問題が発生する13day
「あなた」
「ああ」
石井のところから家に帰ってくるところまではよかった、ゾンビは陽気な曲につられてそちらの方に集まっていたし、囮なんかと遭遇もなく帰ってこれたためだ。様々なものを手に入れられたので気分よく帰ってきたのだが、家にはいる直前で違和感に気づいたのだ。
「誰かいる感じしない」
「武器を」
ライフルはでかすぎるしバールでは大勢いたとき処理ができない。そもそもはしごを上る音で警戒されているだろう、なので拳銃を抜くのだが、その音は中からする水音にかき消される。

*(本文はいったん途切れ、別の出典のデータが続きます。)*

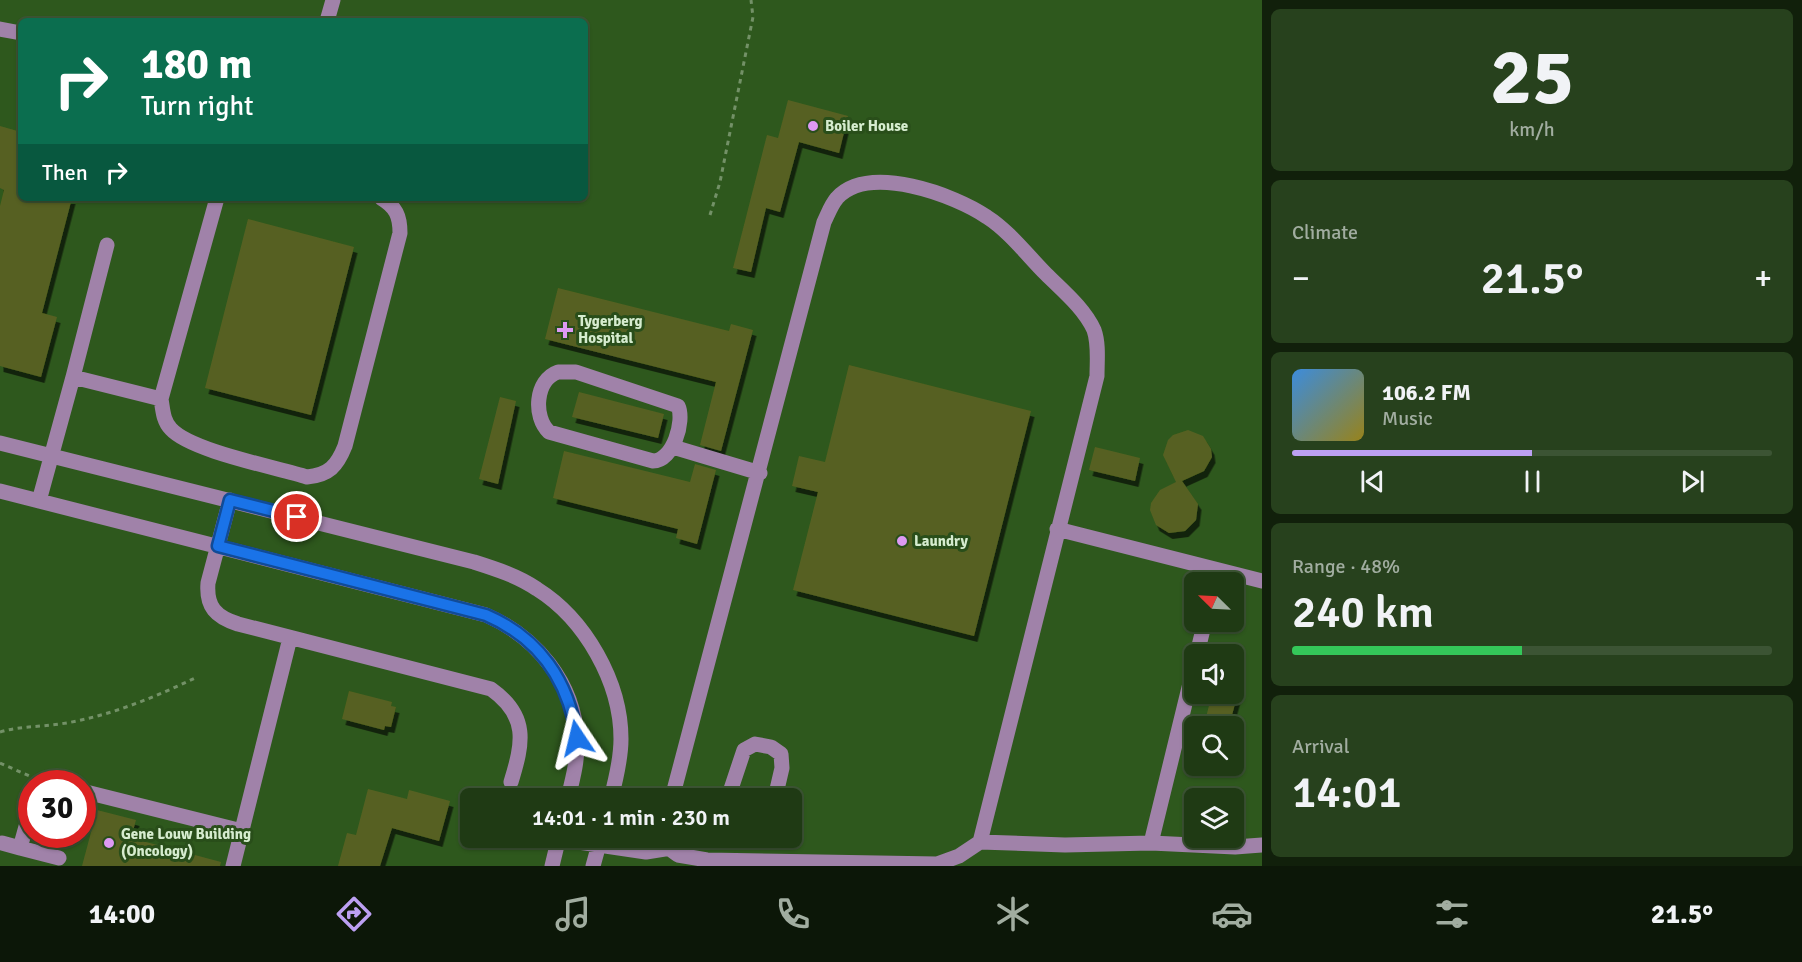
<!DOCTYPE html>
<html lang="en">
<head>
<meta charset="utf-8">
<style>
  body { margin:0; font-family:Signika,sans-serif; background:#27411d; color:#f1f3f6; height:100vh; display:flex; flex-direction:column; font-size:22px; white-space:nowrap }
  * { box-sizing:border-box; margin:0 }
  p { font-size:20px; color:#a1ada0 }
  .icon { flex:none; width:33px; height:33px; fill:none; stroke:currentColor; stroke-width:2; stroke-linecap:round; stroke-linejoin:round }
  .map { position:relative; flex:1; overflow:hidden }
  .side { display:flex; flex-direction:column; gap:9px; padding:9px; background:#11200b; width:540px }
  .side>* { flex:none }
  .hud { position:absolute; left:18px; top:18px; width:570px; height:183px; border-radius:9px; box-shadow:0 2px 4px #0004,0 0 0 2px #3c5434; background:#0b6e4f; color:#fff; overflow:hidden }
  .needle { width:39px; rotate:294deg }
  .controls { position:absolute; left:1184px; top:572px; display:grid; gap:12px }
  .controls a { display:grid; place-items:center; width:60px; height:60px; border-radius:9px; background:#1f3a14; box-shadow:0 2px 4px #0004,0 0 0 2px #3c5434; font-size:30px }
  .speed { position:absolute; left:18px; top:770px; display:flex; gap:12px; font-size:30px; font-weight:700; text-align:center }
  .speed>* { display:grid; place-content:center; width:78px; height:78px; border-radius:50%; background:#1f3a14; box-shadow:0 2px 4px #0004,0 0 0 2px #3c5434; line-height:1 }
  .speed .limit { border:9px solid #d22; background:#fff; color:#111 }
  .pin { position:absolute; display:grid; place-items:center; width:51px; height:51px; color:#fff; margin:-26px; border:3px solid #fff; border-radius:50%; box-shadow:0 2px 6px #0007 }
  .me { position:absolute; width:66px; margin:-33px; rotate:350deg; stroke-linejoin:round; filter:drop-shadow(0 0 4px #0008) }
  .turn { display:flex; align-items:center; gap:21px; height:126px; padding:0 24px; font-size:27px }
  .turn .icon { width:78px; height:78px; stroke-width:2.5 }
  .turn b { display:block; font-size:42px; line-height:51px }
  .then { display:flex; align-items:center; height:57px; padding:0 24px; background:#0003; gap:12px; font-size:22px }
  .big { font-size:45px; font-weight:600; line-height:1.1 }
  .side .tile { flex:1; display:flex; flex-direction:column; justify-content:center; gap:9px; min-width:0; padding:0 21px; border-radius:9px; background:#27411d }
  .side .dial { align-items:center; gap:0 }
  .dial b { font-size:78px; line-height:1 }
  .song { display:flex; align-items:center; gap:18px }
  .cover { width:72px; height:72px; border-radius:9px; background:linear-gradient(135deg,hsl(210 70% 55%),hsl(50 70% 35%)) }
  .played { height:6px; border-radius:3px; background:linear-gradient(90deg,#bca0f2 50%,#3c5434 50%) }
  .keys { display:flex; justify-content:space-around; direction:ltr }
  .heat { display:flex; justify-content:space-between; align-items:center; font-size:33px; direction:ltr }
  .charge { height:9px; border-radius:4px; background:linear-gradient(90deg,#34c759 48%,#3c5434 0) }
  .trip { position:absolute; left:460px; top:788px; width:342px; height:60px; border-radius:9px; background:#1f3a14; box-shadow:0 2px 4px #0004,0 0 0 2px #3c5434; font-weight:600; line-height:60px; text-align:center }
  .tab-bar { display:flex; height:96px; justify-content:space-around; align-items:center; background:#0c1708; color:#a1ada0 }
  .tab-bar .icon { width:42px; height:42px }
  .tab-bar .active { color:#bca0f2 }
  .tab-bar b { font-size:27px; color:#f1f3f6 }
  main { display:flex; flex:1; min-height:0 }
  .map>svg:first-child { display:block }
  .built { fill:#2e581d; fill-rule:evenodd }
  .building { fill:#566121; filter:url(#shadow) }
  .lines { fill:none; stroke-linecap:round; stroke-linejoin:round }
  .path { stroke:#739167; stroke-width:3; stroke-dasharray:4.5 4.5; stroke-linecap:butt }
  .minor { stroke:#a082a9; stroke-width:15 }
  .route-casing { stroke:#114b97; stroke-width:15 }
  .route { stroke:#1a73e8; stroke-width:10 }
  .poi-dot { fill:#dd99f3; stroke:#294e1a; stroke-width:2 }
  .labels { text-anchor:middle; stroke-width:6; stroke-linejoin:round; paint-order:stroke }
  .poi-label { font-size:15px; font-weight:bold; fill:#d6eccf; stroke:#294e1a; text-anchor:start }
</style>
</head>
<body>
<main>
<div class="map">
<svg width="1262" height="866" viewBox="0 0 1262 866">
  <defs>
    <filter id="shadow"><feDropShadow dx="3.5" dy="6" stdDeviation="0" flood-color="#0009"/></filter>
  </defs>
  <rect width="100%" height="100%" fill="#294e1a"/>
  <path class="built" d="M0,0H1262V866H0ZM21,21H585V198H21ZM1194,582H1233V621H1194ZM1194,654H1233V693H1194ZM1194,726H1233V765H1194ZM32,783H82V834H32ZM471,798H792V837H471ZM1194,798H1233V837H1194Z"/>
  <path class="building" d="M788,100L848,116L839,153L799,142L780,212L766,208L751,272L733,268L767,135L778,138Z
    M0,126L21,132V198H72L42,313L57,317L41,377L0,366V206L4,190L0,188Z
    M248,219L354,247L311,415L205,388Z
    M558,288L729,331L731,324L753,330L721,451L700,445L716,382L545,339Z
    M849,365L1031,411L974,636L793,590L818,492L792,486L799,456L825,462Z
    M579,392L664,414L658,438L572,417Z
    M500,397L516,401L498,484L479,479Z
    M1188,430L1203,436L1211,449L1212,457L1204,471L1182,481L1198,504L1196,520L1185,531L1169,533L1156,525L1150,510L1151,503L1160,490L1176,482L1163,455L1168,440L1173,435Z
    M1095,447L1140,458L1135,481L1089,470Z
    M564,451L690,482L695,464L716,470L697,544L676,538L678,529L553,498Z
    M349,691L392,702L391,706L396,707L391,727L385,726L384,730L342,719Z
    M1212,693H1238L1229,726H1204Z
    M368,789L407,799L409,790L450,801L439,841L392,828L380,866H338L347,833L356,835Z
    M97,810L136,820L131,838L221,862L220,866H82Z"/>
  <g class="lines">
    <path class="path" d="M710,215L720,182L753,17L751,0
      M0,732C20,726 39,727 60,724C107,717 153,698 195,678
      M0,763L34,778L40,783"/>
    <path class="minor" d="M327,21L333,0
      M0,29L21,33
      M217,198L161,399C163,410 163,421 171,429C191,451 275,467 307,477C329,475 337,466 345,446L400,233C400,216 396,207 381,198
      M558,372H576L678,406C685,421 673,461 653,461L549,432C533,417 535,380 558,372Z
      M73,377L107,245
      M0,443L474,562C496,569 518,576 537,589C585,619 621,682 621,739C621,759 616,779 611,798
      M673,447L760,473
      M0,491L486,615C536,637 574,682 577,739C578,759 573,778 568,798
      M230,500L208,583C206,607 216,617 238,624L491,689C529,716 523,743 511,782
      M39,501L73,377L161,399
      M1057,529L1262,581
      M1197,654L1205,621
      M82,791L242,831
      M672,798L824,222C828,214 831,205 837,198C869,163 955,195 987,217C1009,231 1028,256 1046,274C1063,291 1084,308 1094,330C1099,344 1097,361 1097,376L980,842
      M728,798L744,750L755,744L771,747L781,754L782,768L775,798
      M32,805L20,848L59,858
      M643,837L660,842L678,855L707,860L937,864L959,856L980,842L1065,845L1151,843L1235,847L1262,845
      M738,837L766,839
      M558,839L646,852L671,848
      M2,843L20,848
      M1151,843L1194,667
      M233,866L290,638
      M552,866L559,837
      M593,866L601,837"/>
  </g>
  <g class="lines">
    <g class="route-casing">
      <path id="route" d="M297,517L230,500L218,546L486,615C539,638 569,681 577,738"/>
    </g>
    <use href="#route" class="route"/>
  </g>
  <g class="poi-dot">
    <circle cx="813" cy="126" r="6"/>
    <path d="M562 321h6v6h6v6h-6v6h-6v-6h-6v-6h6z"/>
    <circle cx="902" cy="541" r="6"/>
    <circle cx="109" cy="843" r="6"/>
  </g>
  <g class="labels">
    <g class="poi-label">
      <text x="825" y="131">Boiler House</text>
      <text x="578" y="326">Tygerberg<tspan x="578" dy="17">Hospital</tspan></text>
      <text x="914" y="546">Laundry</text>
      <text x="121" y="839">Gene Louw Building<tspan x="121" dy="17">(Oncology)</tspan></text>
    </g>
  </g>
</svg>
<div class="controls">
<a><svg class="needle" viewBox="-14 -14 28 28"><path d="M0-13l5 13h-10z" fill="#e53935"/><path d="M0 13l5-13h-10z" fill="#a1ada0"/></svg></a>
<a><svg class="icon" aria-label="sound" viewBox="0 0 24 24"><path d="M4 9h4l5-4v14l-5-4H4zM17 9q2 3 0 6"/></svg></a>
<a><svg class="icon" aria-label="search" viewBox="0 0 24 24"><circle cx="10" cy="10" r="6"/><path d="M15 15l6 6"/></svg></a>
<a><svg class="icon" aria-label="layers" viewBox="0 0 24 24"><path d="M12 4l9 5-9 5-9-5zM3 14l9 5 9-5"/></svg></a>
</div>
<div class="speed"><div class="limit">30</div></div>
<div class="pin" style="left:297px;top:517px;background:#d93025"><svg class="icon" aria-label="arrive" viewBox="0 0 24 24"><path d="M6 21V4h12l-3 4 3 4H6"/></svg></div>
<svg class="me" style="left:577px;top:738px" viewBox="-20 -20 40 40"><path d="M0-17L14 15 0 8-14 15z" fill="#1a73e8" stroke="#fff" stroke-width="4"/></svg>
<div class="trip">14:01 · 1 min · 230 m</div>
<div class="hud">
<div class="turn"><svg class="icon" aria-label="right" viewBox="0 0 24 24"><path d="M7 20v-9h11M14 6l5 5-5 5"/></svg><div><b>180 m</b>Turn right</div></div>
<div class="then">Then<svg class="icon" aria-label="right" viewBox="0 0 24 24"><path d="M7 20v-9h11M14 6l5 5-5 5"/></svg></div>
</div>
</div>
<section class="side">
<div class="tile dial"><b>25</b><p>km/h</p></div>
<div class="tile"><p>Climate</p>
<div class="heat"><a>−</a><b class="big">21.5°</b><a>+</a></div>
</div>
<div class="tile">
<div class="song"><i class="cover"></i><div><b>106.2 FM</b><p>Music</p></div></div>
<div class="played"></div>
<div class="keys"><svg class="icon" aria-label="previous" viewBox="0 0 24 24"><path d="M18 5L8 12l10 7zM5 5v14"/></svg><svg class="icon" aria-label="pause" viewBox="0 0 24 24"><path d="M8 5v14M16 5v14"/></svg><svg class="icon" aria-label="next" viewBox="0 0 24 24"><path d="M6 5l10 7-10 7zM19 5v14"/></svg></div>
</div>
<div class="tile"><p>Range · 48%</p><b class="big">240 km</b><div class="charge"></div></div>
<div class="tile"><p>Arrival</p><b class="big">14:01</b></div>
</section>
</main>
<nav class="tab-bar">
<b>14:00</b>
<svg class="icon active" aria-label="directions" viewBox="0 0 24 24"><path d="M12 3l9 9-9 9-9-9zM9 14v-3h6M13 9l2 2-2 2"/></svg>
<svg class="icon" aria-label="music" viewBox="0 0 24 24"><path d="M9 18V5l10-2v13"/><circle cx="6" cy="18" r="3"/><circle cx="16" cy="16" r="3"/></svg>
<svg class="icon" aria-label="phone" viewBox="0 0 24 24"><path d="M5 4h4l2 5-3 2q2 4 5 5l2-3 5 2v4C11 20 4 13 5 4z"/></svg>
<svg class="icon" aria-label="climate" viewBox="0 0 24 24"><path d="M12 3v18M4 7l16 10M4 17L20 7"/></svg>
<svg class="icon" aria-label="car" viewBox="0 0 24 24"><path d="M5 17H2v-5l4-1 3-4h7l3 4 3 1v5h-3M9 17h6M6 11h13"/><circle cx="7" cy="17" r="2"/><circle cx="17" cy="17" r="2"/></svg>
<svg class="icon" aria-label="filters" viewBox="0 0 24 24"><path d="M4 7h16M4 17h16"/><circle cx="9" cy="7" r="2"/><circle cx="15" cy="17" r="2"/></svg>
<b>21.5°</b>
</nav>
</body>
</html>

音から察するにシャワーやトイレなどではなく、キッチン、そしてガス音。
「これは」
「パパ、どうするの」
菜々美も悟ったようだ。
「処理したいんだがな」
中の気配を探る、といっても耳を澄ませ足音で人数を把握するだけだが。
「数3」
「あなたもう1人いるかも」
だがそんなに人数がいるのに声を出さないのは何でなんだろうか。
「話が聞きたいから確保で」
「わかった」
「うん」
飛び出し囮くらいなら銃を突きつけるだけで終わるが、最悪なのは戦闘になる場合だ。数の差で負けているので仕留めないと危ないかもしれない。だがいくしかない。ここは我が家なのだ。だから入り口である窓を開ける。
「えっ」
「動くなっ」
中には男が1人に女が2人そしてテーブルには大量に開けられた缶詰が。
「くそっ」
「あなた」
紗枝に言われ後ろに下がるが。
「いっ、ごめん」
「……………………何者だ」
菜々美が下がれず、寝室の方から飛び出してきた女に、首元に刀を押し付けられている。中のやつらにはレミとソラが銃を向け、首元に刀を押し付けてくる女には紗枝が銃口を向ける。菜々美は自分の体に射線が塞がれ、役に立っていない。状況は最悪。
「あなたたちこそ何者よ」
「そういうあんたらだって」
「あなたには聞いてない、ソラ」
「うん師匠、怪しい動きしたら撃つよ」
「こんな子供にまで」
動きようがない。
「どうするんだよこの状況」
「あなたが引かないなら」
「ならこの男の首を切るぞ」
刀の女は紗枝を挑発するのだが、紗枝が動けない。気持ちはわかる、手をあげた3人と違いこの女目付きがヤバい。多分達人かつ殺しをためらわないタイプだ。このタイプには勝てない。こっちは素人なのだ、ただためらわないだけだ。
「う、撃てばいいんじゃない」
「その男なんて……………ごめん、あなた嘘つけない」
紗枝は嘘をつきどうにか切り抜けようとしたのだが、さすがに無理だったらしい。気持ちはよくわかる。
「武器を納めてくれないか」
「急に銃を持って飛び込んでくるやつらに」
「人の家で人の缶詰食い漁るやつらに躊躇えと」
「あなたの家の証拠は」
「そこに写真が」
そう指差す先には紗枝と2人で病院でとった写真だ、と言っても目を覚ましたばかりの頃で覚えていないのだが。
「………………………わかった」
「武器しまって」
一触即発の自体は避けられだが問題は山積みだ。